Medicaid Payments to Planned Parenthood Clinics in South Carolina Have Stopped, But Questions Remain

Written by Skylar Laird, SC Daily Gazette.

South Carolina’s two Planned Parenthood clinics can no longer accept Medicaid health insurance for non-abortion health care services.

A provision of Republicans’ “big, beautiful” law that barred Medicaid reimbursements to Planned Parenthood for one year took effect in South Carolina on Monday. That’s because a federal judge’s ruling that partially suspended the law elsewhere didn’t apply to the Palmetto State.

Meanwhile, it remains unclear whether the nonprofit can get reimbursed for the visits of about 1,000 Medicaid-covered patients in South Carolina due to a separate lawsuit.

Last month, a U.S. Supreme Court ruling effectively allowed the state to remove Planned Parenthood from its list of approved Medicaid providers, potentially settling a seven-year-old case. But that ruling has yet to take effect.

The nation’s highest court must still send its decision back to a lower court. A judge could decide to simply let Gov. Henry McMaster’s 2018 executive order — which has been blocked by the lawsuit ever since — take effect. Or more legal arguments could be required.

After the June 26 ruling, Planned Parenthood clinics in Columbia and Charleston continued accepting Medicaid for health care services the government insurance program normally would cover, such as cancer screenings, contraceptives, and treatment for sexually transmitted infections. But they haven’t asked the state’s Medicaid agency to get paid for those services, according to Vicki Ringer, a longtime lobbyist for Planned Parenthood in South Carolina.

Since there’s a possibility the judge will let McMaster’s order retroactively take effect with the high court’s ruling, Planned Parenthood doesn’t want to have to pay the state back.

While questions on that case continue, a different federal judge’s ruling on the massive tax-and-spending law signed July 4 by President Donald Trump immediately stopped Planned Parenthood from accepting Medicaid, said spokeswoman Molly Rivera.

That’s because the ruling allowed payments to continue only to clinics that either don’t provide abortions or are parts of regional membership organizations that received no more than $800,000 from Medicaid in 2023. South Carolina’s clinics, which continue to provide abortions as allowed under the state’s 2023 law, met neither of those exceptions.

Planned Parenthood’s attorneys will keep fighting both the federal law’s one-year ban and the state’s executive order, said Susanna Birdsong, an attorney for the nonprofit’s South Atlantic region.

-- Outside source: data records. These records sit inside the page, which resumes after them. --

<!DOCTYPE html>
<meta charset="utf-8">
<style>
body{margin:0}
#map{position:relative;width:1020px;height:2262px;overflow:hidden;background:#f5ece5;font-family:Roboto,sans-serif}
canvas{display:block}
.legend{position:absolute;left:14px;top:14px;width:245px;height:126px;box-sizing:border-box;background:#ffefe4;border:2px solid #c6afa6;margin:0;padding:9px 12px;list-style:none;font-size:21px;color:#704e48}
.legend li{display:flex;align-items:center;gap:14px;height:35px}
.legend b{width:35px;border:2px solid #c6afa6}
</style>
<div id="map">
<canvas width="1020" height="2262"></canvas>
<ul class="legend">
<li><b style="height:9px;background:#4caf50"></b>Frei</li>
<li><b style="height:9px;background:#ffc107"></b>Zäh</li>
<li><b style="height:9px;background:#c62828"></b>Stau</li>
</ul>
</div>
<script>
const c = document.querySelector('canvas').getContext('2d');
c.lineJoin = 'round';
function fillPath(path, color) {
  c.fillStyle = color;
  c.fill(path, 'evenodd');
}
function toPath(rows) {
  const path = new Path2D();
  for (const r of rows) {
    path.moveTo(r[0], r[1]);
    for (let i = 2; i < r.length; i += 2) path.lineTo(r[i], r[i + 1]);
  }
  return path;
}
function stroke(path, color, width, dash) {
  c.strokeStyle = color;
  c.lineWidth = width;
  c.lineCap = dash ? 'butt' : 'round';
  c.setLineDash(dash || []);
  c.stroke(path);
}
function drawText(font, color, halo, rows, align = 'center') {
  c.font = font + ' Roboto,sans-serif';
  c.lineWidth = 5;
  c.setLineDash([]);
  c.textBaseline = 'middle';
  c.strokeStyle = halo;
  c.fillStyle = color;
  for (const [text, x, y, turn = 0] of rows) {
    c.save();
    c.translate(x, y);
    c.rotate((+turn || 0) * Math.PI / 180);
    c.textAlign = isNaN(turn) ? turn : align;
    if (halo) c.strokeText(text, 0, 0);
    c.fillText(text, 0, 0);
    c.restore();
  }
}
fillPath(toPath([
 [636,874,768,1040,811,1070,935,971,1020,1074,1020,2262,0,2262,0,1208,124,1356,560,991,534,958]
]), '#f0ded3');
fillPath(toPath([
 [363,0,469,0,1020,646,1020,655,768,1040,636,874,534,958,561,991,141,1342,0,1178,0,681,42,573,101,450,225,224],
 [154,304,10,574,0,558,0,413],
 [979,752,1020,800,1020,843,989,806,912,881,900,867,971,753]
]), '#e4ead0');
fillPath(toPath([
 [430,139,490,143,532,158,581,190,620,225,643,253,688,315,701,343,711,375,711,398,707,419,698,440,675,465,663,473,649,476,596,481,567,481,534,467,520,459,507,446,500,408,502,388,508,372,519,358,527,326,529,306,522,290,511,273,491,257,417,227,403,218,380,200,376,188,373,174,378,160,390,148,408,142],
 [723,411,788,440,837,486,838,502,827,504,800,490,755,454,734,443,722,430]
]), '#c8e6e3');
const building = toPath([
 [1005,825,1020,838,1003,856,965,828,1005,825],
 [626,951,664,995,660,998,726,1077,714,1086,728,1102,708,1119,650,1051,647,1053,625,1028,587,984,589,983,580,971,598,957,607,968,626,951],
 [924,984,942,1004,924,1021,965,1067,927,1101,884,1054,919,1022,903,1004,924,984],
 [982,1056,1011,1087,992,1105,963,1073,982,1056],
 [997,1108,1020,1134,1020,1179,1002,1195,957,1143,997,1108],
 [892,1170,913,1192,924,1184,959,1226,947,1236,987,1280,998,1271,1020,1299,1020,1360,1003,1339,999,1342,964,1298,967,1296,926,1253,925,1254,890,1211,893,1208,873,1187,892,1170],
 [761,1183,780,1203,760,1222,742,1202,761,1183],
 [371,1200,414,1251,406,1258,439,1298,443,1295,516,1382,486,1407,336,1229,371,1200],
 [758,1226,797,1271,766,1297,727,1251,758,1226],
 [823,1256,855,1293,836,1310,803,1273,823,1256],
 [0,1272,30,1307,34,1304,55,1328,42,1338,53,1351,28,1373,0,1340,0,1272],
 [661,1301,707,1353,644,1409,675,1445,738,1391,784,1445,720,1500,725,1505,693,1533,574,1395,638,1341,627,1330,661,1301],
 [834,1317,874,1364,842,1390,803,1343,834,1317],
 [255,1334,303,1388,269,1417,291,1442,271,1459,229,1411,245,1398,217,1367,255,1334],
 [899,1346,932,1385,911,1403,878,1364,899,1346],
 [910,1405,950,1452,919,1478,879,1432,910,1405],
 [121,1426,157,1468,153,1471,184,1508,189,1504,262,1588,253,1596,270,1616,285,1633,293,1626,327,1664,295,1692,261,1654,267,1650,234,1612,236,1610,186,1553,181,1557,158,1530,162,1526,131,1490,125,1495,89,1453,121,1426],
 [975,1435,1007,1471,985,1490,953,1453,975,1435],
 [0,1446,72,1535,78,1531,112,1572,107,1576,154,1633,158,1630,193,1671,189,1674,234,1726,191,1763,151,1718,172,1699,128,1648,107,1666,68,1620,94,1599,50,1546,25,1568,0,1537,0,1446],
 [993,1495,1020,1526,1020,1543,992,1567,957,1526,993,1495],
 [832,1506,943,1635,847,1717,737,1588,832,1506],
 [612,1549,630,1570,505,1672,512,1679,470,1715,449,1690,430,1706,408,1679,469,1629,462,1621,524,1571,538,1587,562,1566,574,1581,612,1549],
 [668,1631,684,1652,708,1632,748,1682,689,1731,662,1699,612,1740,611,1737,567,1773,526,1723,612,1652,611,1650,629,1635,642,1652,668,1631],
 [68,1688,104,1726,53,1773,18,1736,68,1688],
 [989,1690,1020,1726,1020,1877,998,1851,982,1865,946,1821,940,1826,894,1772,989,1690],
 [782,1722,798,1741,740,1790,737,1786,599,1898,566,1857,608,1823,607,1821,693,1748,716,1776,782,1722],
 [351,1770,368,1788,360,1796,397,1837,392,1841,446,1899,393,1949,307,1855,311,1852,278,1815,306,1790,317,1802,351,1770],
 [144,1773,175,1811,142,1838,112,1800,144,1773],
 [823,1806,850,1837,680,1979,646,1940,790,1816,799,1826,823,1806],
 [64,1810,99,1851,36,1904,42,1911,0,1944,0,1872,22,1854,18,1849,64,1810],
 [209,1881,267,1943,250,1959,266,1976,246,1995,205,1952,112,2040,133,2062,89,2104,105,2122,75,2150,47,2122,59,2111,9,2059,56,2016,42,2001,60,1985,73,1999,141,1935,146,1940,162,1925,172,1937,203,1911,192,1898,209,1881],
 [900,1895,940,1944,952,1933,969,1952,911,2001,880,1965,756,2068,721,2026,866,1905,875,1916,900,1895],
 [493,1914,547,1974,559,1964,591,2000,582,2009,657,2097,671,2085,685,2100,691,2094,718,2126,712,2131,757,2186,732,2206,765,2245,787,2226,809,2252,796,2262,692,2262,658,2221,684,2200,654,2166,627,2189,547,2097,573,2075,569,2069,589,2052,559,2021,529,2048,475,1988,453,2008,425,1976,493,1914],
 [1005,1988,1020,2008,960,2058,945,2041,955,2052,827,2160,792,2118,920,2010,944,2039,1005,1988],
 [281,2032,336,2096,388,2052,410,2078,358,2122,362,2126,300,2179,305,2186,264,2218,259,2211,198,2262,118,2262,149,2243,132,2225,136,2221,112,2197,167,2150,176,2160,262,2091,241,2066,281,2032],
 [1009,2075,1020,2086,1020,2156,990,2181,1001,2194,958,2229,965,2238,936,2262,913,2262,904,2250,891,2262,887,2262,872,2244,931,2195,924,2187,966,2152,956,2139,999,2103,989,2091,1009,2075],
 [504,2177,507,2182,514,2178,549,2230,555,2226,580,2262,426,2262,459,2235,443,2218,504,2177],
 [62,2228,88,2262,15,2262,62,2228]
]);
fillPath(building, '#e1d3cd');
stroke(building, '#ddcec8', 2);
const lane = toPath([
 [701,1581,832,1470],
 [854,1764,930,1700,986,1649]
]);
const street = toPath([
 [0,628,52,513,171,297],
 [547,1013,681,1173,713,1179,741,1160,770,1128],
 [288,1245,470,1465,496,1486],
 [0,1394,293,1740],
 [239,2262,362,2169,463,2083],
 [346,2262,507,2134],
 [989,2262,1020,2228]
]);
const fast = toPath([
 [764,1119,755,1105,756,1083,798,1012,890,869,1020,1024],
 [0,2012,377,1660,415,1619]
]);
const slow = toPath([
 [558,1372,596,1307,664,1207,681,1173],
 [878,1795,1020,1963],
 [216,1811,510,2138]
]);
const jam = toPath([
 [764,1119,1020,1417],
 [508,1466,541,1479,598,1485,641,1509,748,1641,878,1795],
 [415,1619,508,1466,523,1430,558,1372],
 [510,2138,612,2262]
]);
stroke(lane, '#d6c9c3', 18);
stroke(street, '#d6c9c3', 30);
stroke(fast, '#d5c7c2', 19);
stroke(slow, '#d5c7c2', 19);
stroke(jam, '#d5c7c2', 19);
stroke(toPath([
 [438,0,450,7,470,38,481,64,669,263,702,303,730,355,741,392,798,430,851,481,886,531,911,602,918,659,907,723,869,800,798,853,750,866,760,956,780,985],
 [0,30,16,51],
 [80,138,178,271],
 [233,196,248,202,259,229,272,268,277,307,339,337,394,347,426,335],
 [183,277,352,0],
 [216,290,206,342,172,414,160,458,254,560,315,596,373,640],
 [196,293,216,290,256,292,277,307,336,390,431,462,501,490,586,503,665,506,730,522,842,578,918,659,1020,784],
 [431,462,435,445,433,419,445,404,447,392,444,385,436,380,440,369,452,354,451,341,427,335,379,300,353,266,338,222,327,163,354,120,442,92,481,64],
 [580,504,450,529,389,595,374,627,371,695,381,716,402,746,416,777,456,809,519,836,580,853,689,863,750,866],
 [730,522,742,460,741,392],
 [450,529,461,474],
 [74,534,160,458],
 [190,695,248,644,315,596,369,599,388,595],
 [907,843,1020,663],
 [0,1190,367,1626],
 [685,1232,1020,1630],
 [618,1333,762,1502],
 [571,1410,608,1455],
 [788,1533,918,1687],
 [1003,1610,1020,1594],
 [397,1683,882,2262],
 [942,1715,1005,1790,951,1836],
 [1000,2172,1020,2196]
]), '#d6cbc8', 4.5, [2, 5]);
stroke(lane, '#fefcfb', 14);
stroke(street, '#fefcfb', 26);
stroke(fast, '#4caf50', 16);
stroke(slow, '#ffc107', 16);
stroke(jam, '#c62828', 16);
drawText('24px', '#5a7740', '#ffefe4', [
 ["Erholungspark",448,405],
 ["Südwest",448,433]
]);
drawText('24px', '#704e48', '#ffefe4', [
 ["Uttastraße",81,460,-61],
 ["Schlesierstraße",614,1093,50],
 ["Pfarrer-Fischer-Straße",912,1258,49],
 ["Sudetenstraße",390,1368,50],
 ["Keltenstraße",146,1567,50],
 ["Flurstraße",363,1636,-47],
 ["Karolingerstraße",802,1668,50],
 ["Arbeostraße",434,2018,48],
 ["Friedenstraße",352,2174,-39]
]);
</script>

While they involve lawmakers’ decisions seven years apart and separate rulings in different courts, the result is the same — at least, for now.

“They’re pulling at different levers, but the effect is, because we provide abortions, we are not allowed to bill Medicaid for other services we provide,” Birdsong said.

The state Attorney General’s Office did not respond to a request for comment.

Medicaid doesn’t pay for abortions in South Carolina except in cases of rape, incest or to save a patient’s life. However, under the 2023 state law, abortions remain legal until an ultrasound first detects cardiac activity. The state Supreme Court’s most recent ruling in May upholding that law kept the ban at six weeks of pregnancy.

Despite the imminent loss of funding, the state’s clinics aren’t in danger of closing, Ringer said.

Because South Carolina never expanded Medicaid eligibility as the 2010 federal health care law intended, the reimbursements for procedures covered under Medicaid were already relatively low. So, the clinics didn’t depend on them to keep operating, she said.

The nonprofit’s bigger concern is how Medicaid patients will get care if they can’t go to Planned Parenthood’s two clinics in South Carolina. Not all doctors accept Medicaid as insurance, and those who do often have long waits, Ringer said.

She stressed that Medicaid patients can continue visiting Planned Parenthood and using its income-based payment system to get low-cost treatments.

However, their government-provided insurance will no longer cover the visits.

Leaders for the nonprofit have vowed to continue serving patients and finding ways to challenge the governor’s decision.

The U.S. Supreme Court’s ruling last month — that patients don’t have the right to sue to see the provider of their choice — was technical. But other legal questions remain, Birdsong said.

The decision “doesn’t foreclose other possible ways to challenge the executive order,” Birdsong said.